CMS cites in its FAQ as one of its reasons to discourage third-party payments is that such payments skew the insurance marketplace risk pool. However, the uneven acceptance of third-party payments from charities is a notable issue that will undoubtedly skew the risk pools of insurers. Patients with expensive healthcare needs who rely on cost-sharing assistance will be incentivized to choose plans that allow third-party assistance payments. Uneven application of requirements by different issuers will inevitably lead to disparate risk pools in plans that accept such payments than in plans that refuse such payments. This seems to be exactly the situation CMS is seeking to avoid. A clear requirement, with associated enforcement efforts as needed, could go a long way to ensuring that patients with expensive health care needs are not being forced into enrolling in a select subset of plans in a state.
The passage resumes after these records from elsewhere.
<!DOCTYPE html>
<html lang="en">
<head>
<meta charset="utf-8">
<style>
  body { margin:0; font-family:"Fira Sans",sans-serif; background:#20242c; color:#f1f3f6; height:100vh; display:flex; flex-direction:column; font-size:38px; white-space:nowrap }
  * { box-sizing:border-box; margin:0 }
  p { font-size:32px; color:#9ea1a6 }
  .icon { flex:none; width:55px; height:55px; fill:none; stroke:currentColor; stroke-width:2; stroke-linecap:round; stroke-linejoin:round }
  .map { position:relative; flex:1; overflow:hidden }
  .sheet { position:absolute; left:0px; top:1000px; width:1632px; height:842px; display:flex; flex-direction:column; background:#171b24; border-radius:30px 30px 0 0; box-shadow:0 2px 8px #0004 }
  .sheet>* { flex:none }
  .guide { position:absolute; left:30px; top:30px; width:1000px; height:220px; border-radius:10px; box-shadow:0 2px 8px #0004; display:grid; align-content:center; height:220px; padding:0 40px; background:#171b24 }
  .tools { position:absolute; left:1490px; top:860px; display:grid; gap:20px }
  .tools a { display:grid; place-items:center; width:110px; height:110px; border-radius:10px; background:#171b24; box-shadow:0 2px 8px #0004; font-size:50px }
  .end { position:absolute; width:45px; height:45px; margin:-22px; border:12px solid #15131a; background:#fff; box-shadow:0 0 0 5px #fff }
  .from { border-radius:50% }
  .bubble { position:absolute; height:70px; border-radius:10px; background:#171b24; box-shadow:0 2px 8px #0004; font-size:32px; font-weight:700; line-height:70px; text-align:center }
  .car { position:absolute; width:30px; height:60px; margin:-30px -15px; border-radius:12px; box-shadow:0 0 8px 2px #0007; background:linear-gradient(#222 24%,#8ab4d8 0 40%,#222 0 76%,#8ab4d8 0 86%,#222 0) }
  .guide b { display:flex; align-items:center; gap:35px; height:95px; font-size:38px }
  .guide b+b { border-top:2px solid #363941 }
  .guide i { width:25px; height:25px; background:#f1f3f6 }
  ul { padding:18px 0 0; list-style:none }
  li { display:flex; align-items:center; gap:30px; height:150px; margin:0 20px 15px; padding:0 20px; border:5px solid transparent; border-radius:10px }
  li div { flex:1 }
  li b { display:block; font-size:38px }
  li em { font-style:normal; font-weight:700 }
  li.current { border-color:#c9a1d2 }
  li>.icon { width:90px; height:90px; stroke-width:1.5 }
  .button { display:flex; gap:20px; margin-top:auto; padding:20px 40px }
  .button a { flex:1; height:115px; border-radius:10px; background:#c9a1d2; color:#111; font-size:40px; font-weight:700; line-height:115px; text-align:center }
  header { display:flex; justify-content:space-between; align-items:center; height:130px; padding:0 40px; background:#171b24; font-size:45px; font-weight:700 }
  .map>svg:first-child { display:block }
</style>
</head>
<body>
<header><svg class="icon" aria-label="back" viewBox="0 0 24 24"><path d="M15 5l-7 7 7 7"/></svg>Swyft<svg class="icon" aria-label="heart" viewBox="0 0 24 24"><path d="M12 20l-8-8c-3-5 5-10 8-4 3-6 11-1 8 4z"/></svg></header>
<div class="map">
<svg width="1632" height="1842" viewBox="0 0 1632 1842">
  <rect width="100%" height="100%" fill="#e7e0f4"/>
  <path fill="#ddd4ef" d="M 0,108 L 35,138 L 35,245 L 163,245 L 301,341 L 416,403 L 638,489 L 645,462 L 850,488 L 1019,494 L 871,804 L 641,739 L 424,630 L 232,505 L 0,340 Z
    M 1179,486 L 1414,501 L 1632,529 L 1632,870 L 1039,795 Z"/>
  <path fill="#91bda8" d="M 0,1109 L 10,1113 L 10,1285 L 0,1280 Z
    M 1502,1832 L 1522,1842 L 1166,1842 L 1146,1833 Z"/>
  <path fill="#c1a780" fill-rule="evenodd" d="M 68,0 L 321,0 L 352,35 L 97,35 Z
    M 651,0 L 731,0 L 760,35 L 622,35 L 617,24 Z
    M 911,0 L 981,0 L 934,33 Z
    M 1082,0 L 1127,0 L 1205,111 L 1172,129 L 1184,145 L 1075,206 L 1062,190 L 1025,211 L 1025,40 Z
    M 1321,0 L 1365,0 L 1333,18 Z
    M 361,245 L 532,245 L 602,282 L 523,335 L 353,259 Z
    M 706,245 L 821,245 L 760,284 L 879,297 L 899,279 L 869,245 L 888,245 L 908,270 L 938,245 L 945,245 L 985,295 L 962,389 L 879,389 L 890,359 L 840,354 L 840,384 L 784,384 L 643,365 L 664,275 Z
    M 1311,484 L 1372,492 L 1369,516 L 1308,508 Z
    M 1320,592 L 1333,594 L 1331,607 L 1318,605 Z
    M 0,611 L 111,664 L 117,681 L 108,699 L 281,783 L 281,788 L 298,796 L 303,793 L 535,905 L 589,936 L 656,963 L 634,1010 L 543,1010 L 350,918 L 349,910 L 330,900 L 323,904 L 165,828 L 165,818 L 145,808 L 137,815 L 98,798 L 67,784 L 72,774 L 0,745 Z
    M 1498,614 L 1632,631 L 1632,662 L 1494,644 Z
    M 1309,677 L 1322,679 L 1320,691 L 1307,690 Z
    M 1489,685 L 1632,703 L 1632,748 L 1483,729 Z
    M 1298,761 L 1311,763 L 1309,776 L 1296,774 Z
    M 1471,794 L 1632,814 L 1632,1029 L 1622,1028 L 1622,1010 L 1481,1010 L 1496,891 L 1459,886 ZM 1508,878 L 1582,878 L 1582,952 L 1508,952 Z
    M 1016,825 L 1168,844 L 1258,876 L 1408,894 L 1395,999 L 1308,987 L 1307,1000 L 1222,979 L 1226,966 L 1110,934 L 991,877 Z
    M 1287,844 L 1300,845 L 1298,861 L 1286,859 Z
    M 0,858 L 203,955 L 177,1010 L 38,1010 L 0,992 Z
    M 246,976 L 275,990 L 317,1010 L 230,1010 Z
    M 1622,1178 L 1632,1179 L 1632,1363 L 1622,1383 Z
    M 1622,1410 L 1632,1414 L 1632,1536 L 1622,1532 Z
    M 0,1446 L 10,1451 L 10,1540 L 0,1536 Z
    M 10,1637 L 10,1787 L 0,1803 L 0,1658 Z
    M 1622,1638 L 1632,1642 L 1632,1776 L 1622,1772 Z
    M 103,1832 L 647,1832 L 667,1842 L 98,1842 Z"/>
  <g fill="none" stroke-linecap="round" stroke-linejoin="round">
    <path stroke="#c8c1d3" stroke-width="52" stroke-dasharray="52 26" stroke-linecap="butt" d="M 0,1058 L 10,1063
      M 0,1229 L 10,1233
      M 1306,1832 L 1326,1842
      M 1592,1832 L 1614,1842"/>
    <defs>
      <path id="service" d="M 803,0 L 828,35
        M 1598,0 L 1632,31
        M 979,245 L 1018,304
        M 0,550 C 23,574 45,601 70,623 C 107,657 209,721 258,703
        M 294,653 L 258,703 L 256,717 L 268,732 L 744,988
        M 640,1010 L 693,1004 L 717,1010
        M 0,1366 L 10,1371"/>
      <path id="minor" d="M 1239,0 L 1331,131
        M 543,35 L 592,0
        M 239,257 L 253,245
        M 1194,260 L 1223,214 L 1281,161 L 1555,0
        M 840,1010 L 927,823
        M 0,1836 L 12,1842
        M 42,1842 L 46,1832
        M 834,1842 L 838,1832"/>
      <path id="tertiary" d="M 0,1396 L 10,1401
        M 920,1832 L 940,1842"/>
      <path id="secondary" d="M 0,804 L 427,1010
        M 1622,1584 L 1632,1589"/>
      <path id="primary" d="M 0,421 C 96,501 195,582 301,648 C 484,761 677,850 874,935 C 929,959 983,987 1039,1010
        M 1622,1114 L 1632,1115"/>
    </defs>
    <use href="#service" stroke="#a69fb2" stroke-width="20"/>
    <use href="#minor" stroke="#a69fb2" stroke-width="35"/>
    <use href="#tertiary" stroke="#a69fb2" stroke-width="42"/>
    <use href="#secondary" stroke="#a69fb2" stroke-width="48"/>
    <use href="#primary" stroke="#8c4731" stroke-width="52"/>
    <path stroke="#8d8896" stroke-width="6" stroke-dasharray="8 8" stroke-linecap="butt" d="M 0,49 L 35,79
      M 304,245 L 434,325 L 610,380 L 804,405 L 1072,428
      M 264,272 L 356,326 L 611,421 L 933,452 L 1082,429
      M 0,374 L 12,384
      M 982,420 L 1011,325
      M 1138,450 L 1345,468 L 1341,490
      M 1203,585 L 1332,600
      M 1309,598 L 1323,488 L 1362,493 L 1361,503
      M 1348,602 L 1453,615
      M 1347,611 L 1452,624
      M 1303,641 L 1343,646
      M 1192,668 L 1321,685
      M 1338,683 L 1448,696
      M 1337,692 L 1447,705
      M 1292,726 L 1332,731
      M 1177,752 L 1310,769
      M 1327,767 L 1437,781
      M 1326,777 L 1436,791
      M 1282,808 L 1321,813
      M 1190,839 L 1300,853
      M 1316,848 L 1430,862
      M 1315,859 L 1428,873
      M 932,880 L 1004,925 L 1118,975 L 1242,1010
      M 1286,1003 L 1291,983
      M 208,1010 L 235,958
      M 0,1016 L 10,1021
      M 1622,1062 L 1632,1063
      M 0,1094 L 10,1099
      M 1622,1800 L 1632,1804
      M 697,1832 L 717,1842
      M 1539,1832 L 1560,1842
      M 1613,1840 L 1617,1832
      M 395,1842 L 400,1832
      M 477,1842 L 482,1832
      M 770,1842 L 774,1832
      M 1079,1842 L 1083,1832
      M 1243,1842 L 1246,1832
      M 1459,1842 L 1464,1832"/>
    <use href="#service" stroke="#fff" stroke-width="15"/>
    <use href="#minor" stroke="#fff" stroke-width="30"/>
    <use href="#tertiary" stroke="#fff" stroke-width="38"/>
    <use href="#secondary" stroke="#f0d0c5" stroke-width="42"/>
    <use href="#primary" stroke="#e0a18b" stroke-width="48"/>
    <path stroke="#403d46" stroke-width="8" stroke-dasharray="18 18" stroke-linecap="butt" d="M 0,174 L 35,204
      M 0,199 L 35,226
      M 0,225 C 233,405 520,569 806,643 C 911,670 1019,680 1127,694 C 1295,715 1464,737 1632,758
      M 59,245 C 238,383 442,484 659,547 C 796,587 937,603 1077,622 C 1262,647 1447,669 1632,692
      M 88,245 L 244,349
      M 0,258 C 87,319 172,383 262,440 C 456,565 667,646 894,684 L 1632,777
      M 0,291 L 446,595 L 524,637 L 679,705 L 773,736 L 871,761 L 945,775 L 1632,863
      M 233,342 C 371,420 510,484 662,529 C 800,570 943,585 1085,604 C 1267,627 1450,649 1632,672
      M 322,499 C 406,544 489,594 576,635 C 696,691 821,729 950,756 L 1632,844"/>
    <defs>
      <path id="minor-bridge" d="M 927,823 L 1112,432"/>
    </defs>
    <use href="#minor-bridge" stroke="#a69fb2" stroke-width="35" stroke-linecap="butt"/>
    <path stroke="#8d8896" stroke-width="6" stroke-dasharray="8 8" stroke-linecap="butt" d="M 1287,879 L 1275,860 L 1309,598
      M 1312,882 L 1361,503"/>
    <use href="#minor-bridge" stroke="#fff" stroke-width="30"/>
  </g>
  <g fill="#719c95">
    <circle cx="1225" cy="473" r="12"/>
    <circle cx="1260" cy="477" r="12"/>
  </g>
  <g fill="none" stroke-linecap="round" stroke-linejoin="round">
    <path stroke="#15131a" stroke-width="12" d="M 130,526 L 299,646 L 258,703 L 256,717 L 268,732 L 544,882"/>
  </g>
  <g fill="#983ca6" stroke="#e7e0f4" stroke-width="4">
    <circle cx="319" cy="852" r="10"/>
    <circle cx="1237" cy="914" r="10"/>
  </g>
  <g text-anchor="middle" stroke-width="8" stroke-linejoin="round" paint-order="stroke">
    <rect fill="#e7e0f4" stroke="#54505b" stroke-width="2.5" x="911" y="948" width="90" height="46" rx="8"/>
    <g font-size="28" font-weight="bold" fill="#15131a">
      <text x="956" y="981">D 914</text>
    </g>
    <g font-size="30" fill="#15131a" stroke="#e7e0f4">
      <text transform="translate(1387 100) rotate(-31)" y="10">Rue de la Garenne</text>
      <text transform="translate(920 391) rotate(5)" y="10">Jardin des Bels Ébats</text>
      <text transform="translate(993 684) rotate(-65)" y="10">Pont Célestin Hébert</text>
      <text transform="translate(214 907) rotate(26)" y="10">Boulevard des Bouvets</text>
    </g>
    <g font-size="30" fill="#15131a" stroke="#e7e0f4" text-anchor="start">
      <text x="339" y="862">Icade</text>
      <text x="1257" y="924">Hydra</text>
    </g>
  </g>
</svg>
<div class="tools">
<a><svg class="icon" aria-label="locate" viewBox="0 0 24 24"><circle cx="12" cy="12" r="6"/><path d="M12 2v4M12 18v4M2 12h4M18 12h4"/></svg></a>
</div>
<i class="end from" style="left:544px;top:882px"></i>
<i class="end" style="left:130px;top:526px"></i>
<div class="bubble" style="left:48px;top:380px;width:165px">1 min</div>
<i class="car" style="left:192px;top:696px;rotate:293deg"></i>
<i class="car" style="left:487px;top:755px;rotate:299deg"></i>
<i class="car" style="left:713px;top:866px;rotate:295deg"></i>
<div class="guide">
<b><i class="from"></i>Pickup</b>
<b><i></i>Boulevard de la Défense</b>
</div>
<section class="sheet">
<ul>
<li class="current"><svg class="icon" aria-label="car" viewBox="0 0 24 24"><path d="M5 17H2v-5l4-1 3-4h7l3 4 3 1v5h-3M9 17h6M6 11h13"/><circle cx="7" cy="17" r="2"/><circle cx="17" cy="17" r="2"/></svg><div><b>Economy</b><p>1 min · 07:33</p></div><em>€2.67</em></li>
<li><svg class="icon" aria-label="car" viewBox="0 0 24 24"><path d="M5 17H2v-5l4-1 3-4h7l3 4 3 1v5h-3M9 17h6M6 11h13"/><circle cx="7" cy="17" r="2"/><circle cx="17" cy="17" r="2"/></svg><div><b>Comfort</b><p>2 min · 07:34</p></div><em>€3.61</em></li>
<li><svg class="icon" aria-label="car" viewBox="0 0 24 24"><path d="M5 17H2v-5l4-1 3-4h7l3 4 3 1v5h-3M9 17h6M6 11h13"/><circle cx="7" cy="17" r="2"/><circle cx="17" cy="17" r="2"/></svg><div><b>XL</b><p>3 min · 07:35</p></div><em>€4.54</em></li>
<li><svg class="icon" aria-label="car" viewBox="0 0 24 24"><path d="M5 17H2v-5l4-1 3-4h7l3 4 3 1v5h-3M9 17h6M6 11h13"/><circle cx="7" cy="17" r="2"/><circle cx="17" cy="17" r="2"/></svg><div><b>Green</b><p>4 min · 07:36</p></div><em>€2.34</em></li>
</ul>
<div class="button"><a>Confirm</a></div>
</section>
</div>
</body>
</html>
We strongly encourage HHS/OIG to issue clear, unambiguous guidance to allow QHP enrollees access to cost-sharing and premium assistance programs sponsored by non-profit organizations, and cost-sharing assistance by pharmaceutical manufacturers. Such a decision will allow people with chronic conditions to be protected from the high cost-sharing benefit designs inherent in the qualified health plans.
If anyone at Kos knows of a recent HHS ruling on this matter, please share it.